The monastery of Geghard, dating from the 4e until 13e centuries, and the upper Azat Valley contains a number of churches and tombs, most of them cut into the rock, illustrating medieval Armenian architecture.

In “Motherland,” we see familiar cast – including President Recep Tayyip Erdoğan of Turkey and Vladimir Putin of Russia – as well as a clearer view of their quest for control in Europe and the Middle East. That is why, says Gerami, the international reaction to Azerbaijan’s aggression against the Armenians in Artsakh interested both leaders.

“It’s a game of chess between world powers,” Gerami said. Putin is “trying to recreate the old Soviet Union”, while Erdoğan seems to be “trying to recreate the old Ottoman Empire”. The decision to “support” the Armenians placed Russia on the border with Iran, a strategic move.

Gerami initially used her media platform to draw attention to the fight against Artsakh with celebrity promo spots – those of Cher and Kim Kardashian are seen in the film. Through his radio show, he interviewed many members of Congress, which led to several appearances in the film, including Rep. Adam Schiff, Rep. Katie Porter, and Rep. Judy Chu, who also attended the premiere. in July.

Gerami also received early support from West Hollywood officials, including Pro Tempore Mayor Sepi Shyne and Councilman Lindsey P. Horvath.

“We got a lot of support,” Gerami said, “but the White House needs to do something.”

After seeing the film’s premiere, Mayor Ardy Kassakhian of Glendale approached Gerami to sponsor a screening for his community. About 40% of Glendale residents are Armenian, Gerami said.

The Glendale screening is scheduled for August 4 at the Laemmle Theater, a Q&A with Gerami and hosted by Mayor Kassakhian. Tickets are $25, with a portion of the proceeds going to the Defenders of the Fatherland Rehabilitation Center in Armenia, a facility for injured soldiers.

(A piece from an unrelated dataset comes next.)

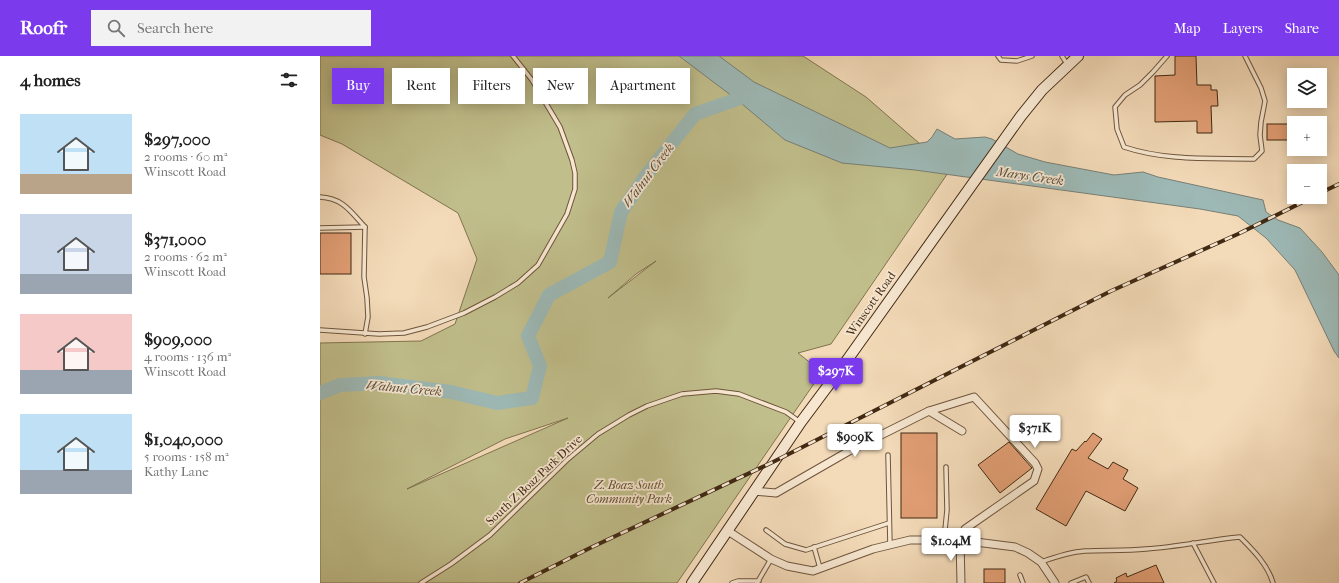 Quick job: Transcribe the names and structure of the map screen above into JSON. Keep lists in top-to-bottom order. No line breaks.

“That’s where you see a lot of them in one room,” said Gerami, who interviewed several soldiers for the film. “No arms, no legs, and they’re all [young]it’s really difficult.

That’s why he made the documentary, he said, “I did it for non-Armenians…to educate them about this major humanitarian disaster.

Get tickets: on Laemmle’s website or at Laemmle Theaters Glendale, 207 N. Maryland Ave., Glendale, 91206.